> _TO DO_: Show each line of the data below in which "limit" occurs.

> _Stored items_:
··········
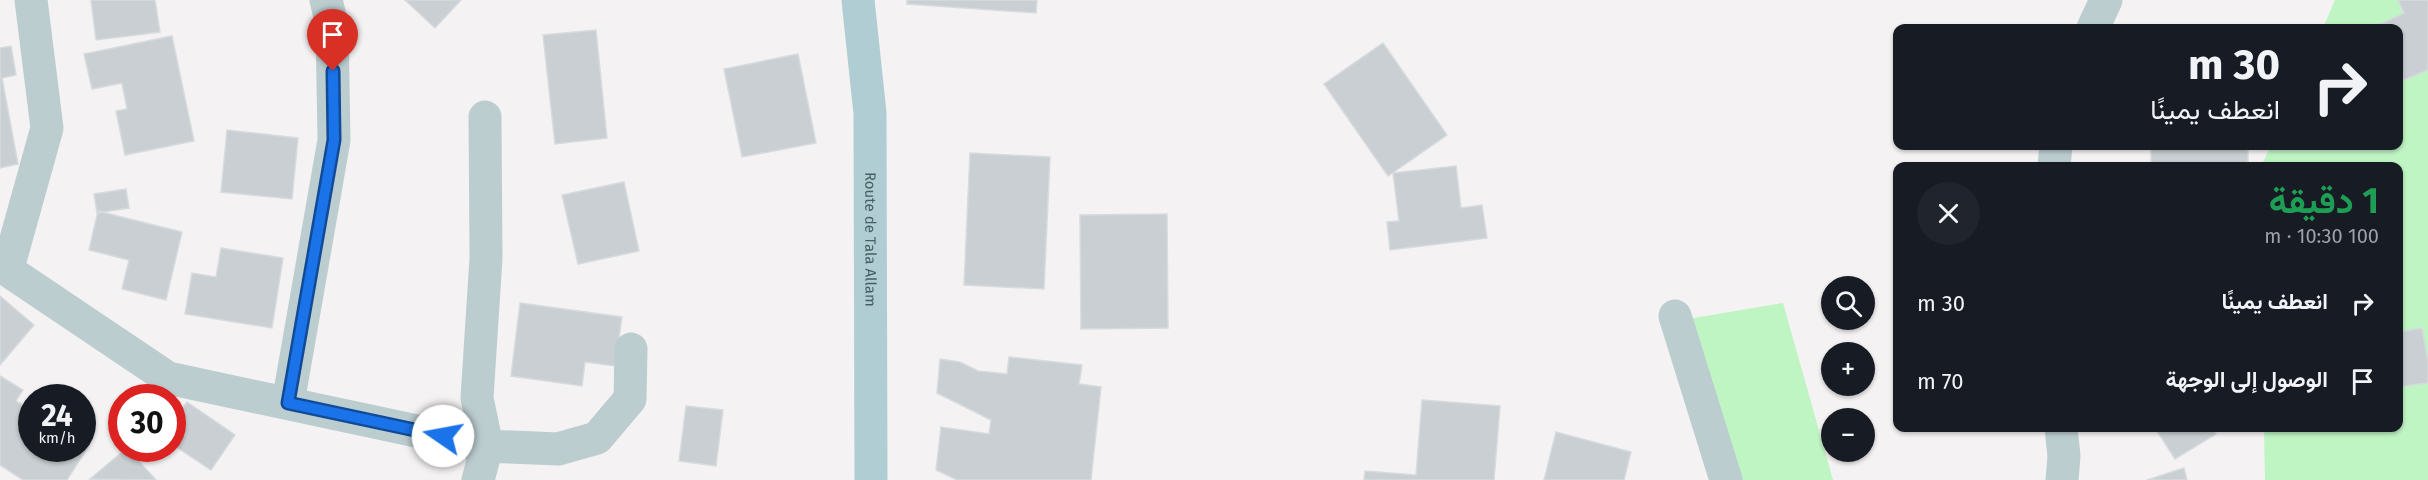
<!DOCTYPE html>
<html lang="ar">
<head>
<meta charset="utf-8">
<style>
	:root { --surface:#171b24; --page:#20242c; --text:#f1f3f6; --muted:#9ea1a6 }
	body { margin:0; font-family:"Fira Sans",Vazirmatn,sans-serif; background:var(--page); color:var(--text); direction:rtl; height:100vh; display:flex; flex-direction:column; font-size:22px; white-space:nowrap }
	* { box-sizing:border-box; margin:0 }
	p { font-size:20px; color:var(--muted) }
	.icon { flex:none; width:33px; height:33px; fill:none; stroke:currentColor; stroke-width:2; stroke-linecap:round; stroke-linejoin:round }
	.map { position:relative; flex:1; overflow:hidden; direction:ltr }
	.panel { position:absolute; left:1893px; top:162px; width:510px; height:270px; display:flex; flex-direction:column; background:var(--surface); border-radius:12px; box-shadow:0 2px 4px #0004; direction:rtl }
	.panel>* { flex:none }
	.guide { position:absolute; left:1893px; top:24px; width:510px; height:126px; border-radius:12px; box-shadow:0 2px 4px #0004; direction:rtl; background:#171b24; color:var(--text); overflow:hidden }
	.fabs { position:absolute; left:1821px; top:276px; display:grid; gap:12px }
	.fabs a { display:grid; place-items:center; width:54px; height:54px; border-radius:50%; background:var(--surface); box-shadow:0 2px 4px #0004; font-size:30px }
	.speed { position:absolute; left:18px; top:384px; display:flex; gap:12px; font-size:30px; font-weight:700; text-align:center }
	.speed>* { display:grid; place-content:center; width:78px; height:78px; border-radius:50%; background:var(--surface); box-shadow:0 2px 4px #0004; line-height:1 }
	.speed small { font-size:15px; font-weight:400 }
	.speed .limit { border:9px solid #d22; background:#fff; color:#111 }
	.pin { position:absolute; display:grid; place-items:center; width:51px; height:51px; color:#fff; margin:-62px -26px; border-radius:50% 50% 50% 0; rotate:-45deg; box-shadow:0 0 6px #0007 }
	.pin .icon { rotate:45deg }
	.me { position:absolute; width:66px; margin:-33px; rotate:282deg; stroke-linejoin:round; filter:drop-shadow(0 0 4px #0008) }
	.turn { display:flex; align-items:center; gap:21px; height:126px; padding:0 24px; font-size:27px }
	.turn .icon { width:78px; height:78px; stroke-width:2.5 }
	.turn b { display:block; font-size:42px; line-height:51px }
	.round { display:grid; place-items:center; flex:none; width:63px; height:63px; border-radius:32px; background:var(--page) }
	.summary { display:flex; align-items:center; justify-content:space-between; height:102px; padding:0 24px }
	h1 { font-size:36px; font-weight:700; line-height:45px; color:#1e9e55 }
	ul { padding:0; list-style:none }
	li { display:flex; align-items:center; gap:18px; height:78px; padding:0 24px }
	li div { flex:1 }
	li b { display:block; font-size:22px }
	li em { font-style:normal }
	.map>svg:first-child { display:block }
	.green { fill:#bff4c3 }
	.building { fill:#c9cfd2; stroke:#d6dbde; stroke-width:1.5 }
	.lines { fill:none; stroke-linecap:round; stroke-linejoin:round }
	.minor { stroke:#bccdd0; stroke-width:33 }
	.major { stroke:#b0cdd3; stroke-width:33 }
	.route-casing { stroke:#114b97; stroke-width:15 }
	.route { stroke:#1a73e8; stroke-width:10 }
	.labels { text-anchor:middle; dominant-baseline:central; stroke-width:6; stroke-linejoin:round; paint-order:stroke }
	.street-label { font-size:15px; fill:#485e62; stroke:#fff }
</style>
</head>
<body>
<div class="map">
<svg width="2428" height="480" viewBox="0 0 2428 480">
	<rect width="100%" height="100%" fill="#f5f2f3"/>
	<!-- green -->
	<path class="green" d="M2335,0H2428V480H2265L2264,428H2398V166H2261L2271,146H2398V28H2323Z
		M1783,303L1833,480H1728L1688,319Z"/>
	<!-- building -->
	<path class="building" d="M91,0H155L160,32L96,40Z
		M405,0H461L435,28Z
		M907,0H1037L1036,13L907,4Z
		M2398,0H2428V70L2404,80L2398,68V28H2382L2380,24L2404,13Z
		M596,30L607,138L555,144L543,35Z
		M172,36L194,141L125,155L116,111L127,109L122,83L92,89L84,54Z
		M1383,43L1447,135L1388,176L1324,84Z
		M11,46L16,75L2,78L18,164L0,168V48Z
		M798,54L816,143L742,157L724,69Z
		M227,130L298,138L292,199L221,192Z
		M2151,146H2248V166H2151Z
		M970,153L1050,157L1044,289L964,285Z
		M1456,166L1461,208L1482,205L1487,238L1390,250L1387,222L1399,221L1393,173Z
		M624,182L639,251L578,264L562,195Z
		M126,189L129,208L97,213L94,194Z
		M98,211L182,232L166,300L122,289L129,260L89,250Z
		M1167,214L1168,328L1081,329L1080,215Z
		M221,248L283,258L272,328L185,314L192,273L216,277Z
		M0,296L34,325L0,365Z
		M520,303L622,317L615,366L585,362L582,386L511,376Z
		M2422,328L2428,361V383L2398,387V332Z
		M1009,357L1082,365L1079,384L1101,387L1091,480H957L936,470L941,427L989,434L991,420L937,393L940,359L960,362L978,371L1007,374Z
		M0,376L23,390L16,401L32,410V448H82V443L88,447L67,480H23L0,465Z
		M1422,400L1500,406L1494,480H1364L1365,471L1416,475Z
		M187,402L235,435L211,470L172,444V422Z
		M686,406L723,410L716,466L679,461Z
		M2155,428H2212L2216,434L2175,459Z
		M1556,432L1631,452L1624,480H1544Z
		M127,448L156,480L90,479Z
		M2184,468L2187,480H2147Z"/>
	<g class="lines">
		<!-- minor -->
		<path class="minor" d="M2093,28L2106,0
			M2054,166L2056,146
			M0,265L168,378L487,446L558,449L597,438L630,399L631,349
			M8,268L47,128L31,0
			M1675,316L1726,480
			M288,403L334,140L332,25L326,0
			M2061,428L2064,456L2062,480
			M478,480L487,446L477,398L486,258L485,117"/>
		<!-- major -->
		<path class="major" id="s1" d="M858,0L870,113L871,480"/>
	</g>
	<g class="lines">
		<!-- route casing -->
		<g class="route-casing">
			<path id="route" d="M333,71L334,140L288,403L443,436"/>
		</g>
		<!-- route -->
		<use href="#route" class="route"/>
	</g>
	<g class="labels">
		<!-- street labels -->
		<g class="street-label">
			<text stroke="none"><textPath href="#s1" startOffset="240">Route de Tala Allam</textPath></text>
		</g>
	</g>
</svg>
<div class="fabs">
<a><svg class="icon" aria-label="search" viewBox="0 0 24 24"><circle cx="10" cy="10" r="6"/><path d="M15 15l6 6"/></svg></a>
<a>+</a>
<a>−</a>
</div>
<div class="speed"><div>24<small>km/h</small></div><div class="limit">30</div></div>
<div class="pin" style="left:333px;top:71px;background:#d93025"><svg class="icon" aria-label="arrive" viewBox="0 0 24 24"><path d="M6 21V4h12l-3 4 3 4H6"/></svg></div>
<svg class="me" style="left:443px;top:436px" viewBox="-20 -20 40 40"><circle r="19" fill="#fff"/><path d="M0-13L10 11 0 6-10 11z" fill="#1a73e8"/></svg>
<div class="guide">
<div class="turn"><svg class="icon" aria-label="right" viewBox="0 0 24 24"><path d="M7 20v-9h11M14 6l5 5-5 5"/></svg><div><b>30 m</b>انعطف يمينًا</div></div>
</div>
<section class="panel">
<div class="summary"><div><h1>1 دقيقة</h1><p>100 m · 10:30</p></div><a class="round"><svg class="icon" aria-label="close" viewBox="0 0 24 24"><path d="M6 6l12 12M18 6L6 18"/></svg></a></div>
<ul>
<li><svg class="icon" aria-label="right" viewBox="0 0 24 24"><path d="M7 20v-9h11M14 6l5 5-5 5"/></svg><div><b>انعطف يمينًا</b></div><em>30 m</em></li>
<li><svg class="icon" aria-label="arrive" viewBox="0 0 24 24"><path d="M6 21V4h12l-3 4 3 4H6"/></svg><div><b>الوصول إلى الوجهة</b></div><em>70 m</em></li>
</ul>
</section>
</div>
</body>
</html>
··········
> _COMPLETED TASK_:
	.speed .limit { border:9px solid #d22; background:#fff; color:#111 }
<div class="speed"><div>24<small>km/h</small></div><div class="limit">30</div></div>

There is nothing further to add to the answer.